Copy the following data exactly and drop the pictures.

---------- Information provided

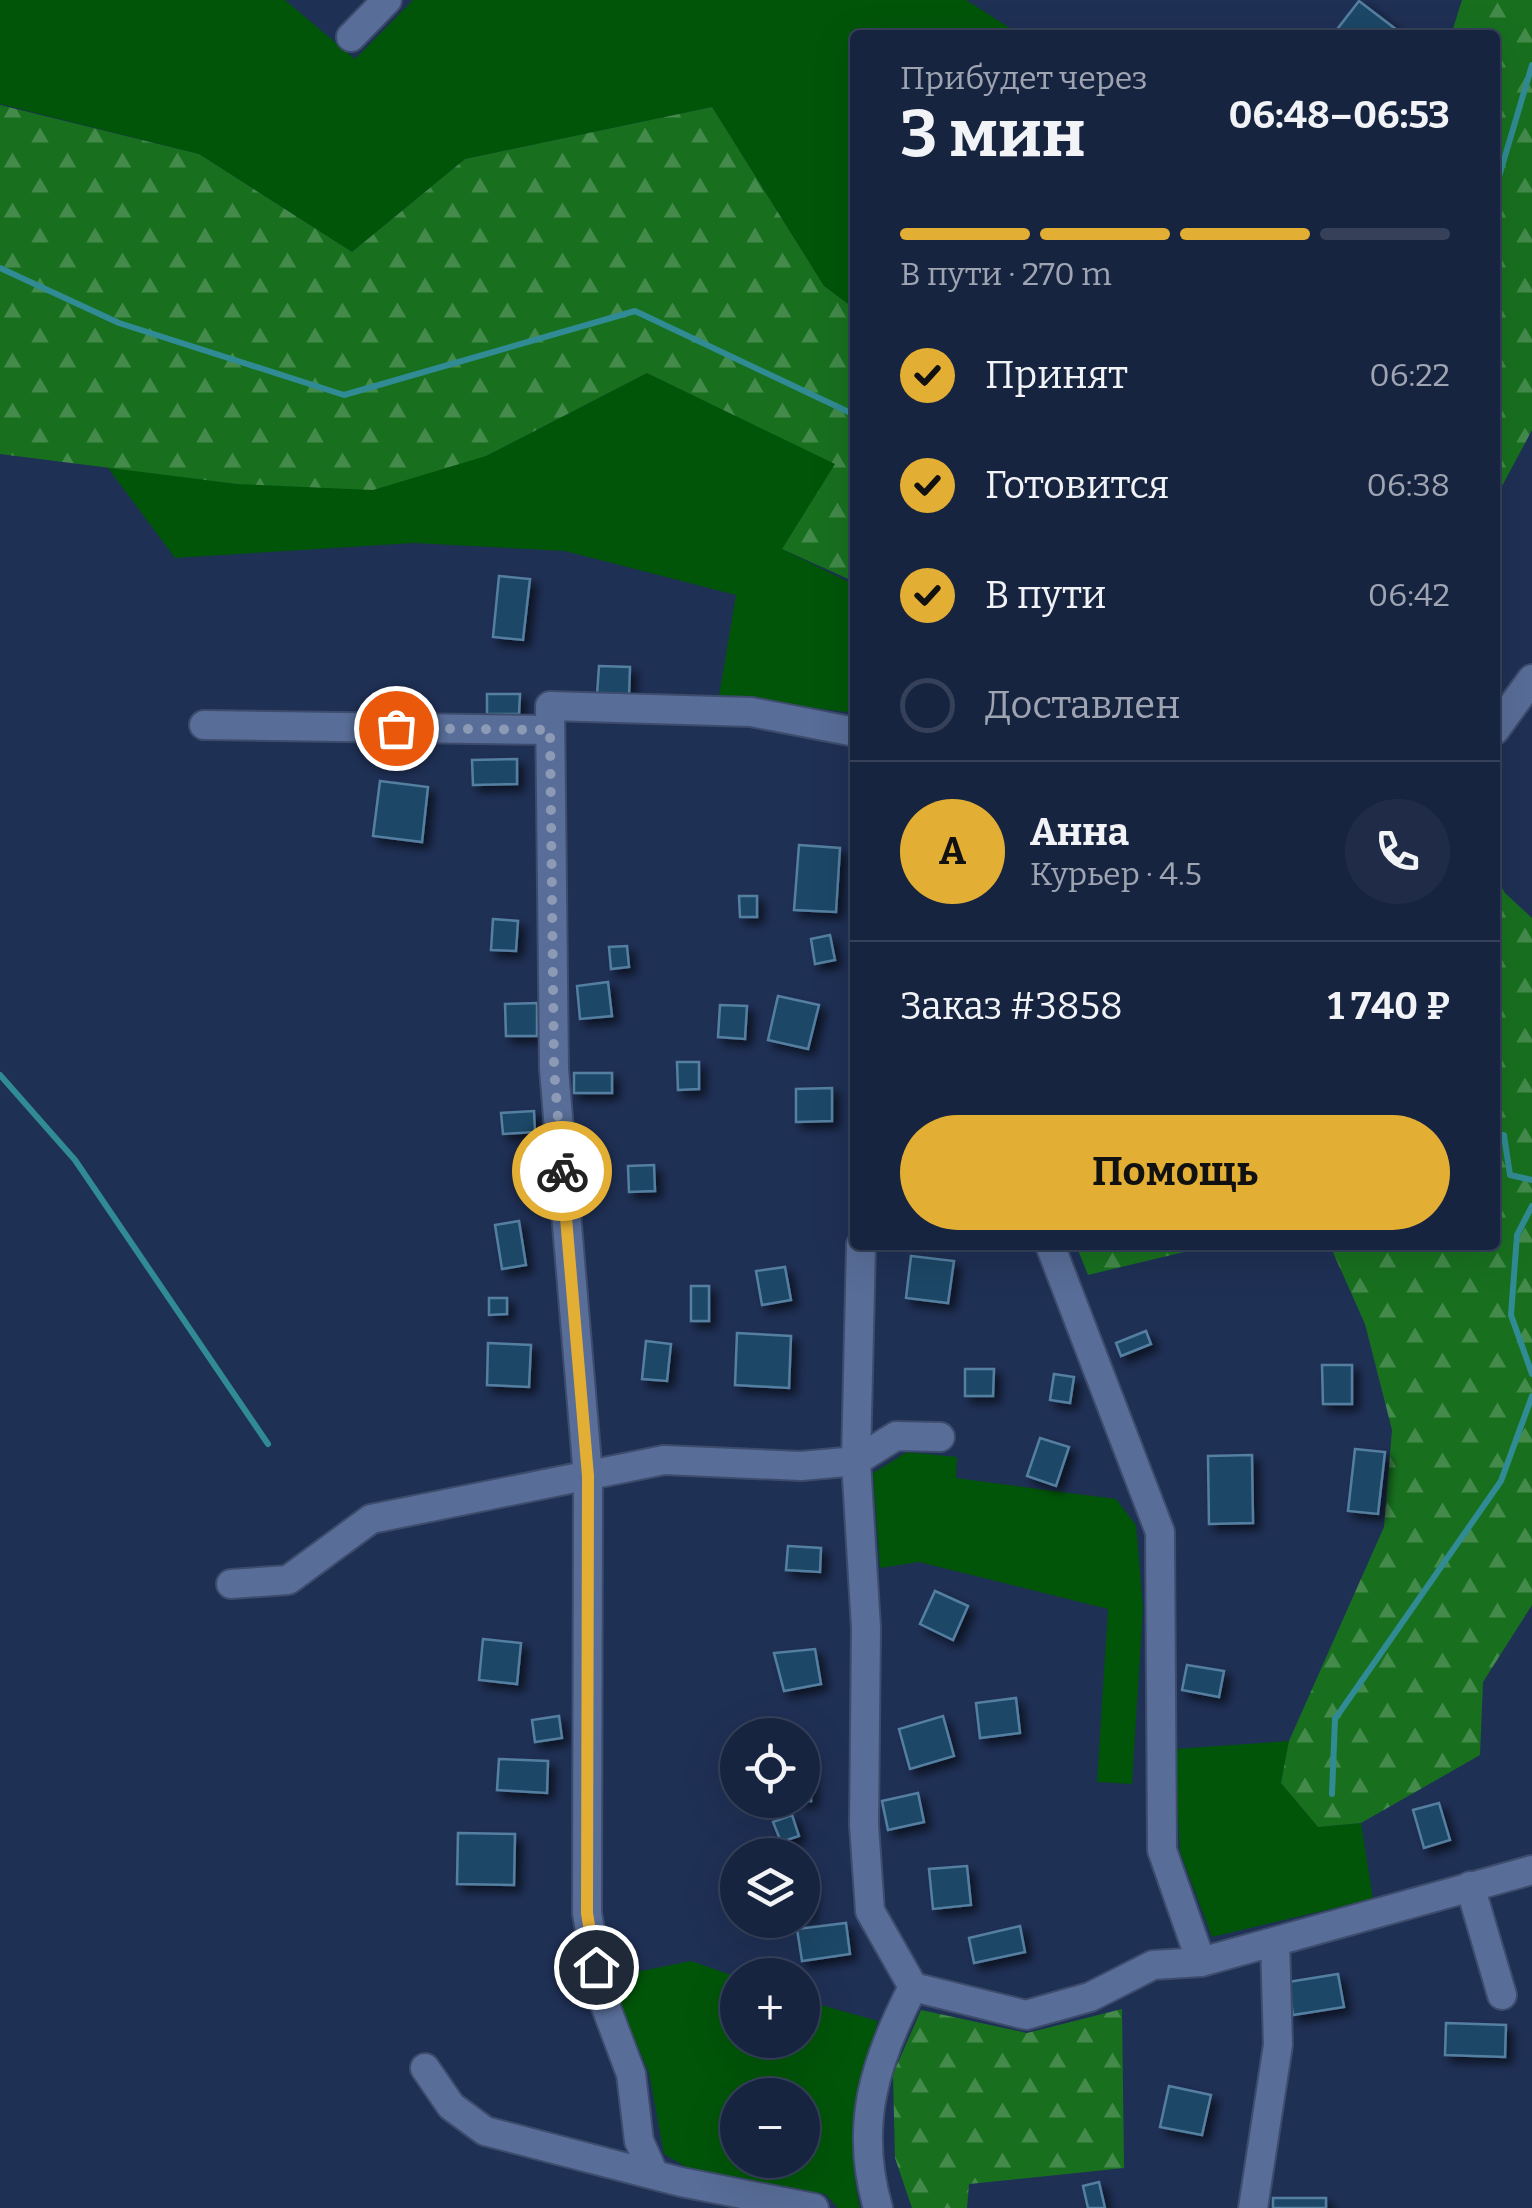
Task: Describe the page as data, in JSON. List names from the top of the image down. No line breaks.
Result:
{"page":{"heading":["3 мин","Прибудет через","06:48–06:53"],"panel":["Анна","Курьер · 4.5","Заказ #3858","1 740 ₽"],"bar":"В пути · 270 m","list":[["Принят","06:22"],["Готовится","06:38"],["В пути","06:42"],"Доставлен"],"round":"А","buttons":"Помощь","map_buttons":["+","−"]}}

--------------------

## Answer for this exercise
Task: Describe the page as data, in JSON. List names from the top of the image down. No line breaks.
Result:
{"page":{"heading":["3 мин","Прибудет через","06:48–06:53"],"panel":["Анна","Курьер · 4.5","Заказ #3858","1 740 ₽"],"bar":"В пути · 270 m","list":[["Принят","06:22"],["Готовится","06:38"],["В пути","06:42"],"Доставлен"],"round":"А","buttons":"Помощь","map_buttons":["+","−"]}}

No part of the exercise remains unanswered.